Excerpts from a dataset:
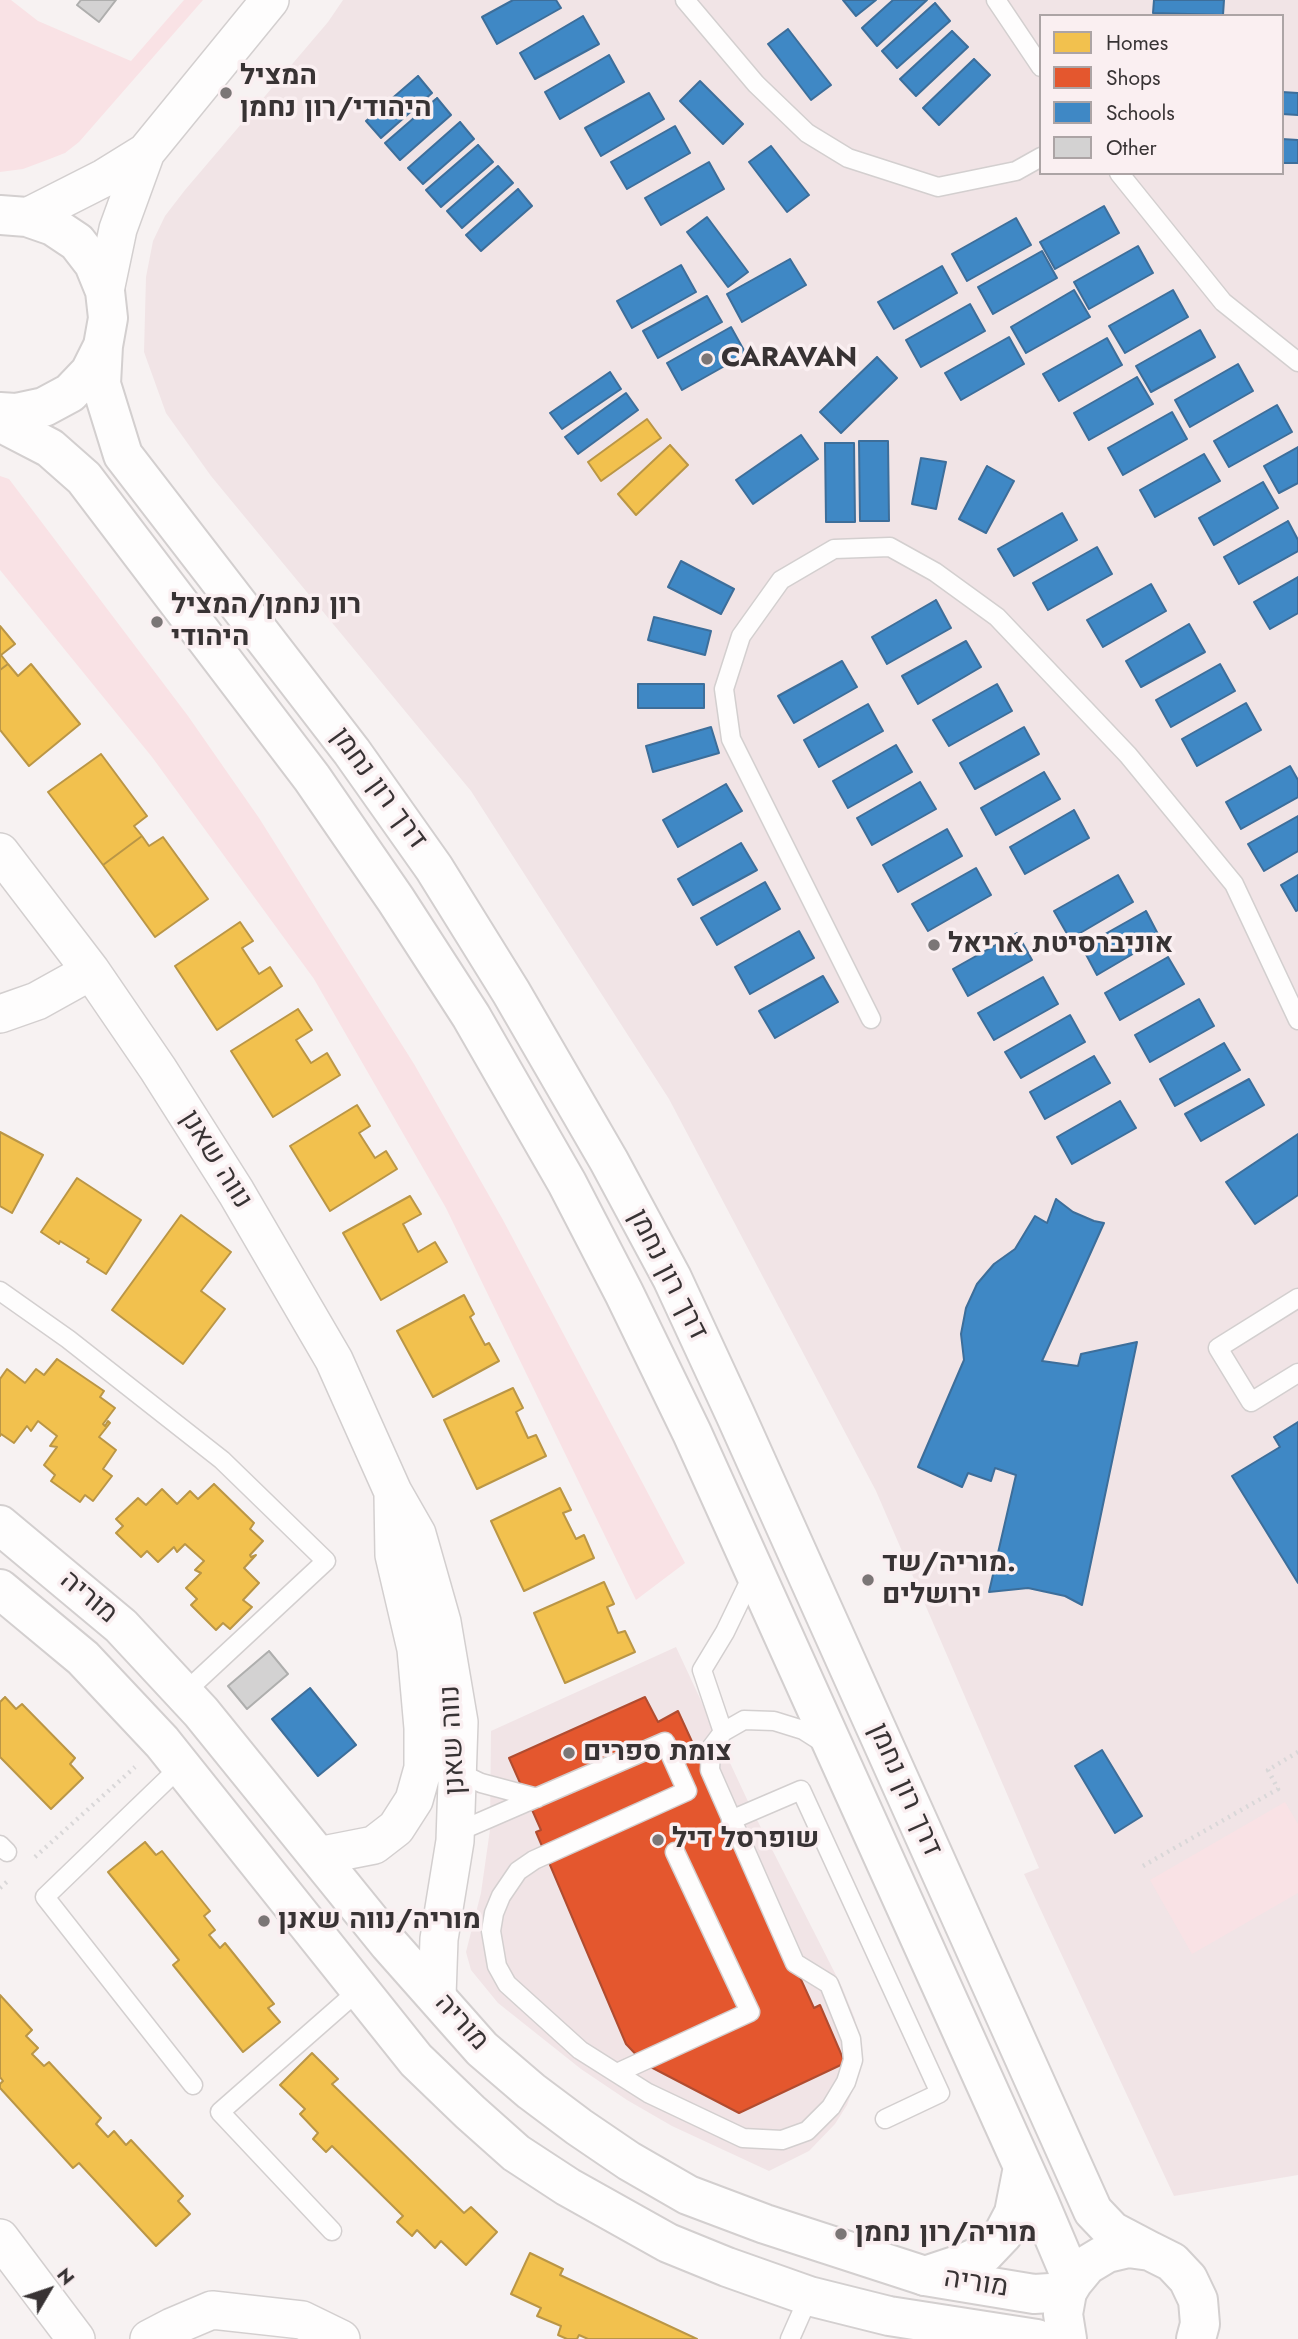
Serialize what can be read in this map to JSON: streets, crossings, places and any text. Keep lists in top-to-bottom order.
{
  "streets": {
    "main road": ["דרך רון נחמן", "מוריה"],
    "street": ["נווה שאנן"]
  },
  "crossings": [
    ["דרך רון נחמן", "מוריה"],
    ["נווה שאנן", "מוריה"]
  ],
  "places": [
    "המציל היהודי/רון נחמן",
    "CARAVAN",
    "רון נחמן/המציל היהודי",
    "אוניברסיטת אריאל",
    "מוריה/שד. ירושלים",
    "צומת ספרים",
    "שופרסל דיל",
    "מוריה/נווה שאנן",
    "מוריה/רון נחמן"
  ],
  "legend": [
    "Homes",
    "Shops",
    "Schools",
    "Other"
  ],
  "north": "top right"
}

> _Assignment_: A faithful copy of every record is required, with no pictures included.

> _Solution below_:
Serialize what can be read in this map to JSON: streets, crossings, places and any text. Keep lists in top-to-bottom order.
{
  "streets": {
    "main road": ["דרך רון נחמן", "מוריה"],
    "street": ["נווה שאנן"]
  },
  "crossings": [
    ["דרך רון נחמן", "מוריה"],
    ["נווה שאנן", "מוריה"]
  ],
  "places": [
    "המציל היהודי/רון נחמן",
    "CARAVAN",
    "רון נחמן/המציל היהודי",
    "אוניברסיטת אריאל",
    "מוריה/שד. ירושלים",
    "צומת ספרים",
    "שופרסל דיל",
    "מוריה/נווה שאנן",
    "מוריה/רון נחמן"
  ],
  "legend": [
    "Homes",
    "Shops",
    "Schools",
    "Other"
  ],
  "north": "top right"
}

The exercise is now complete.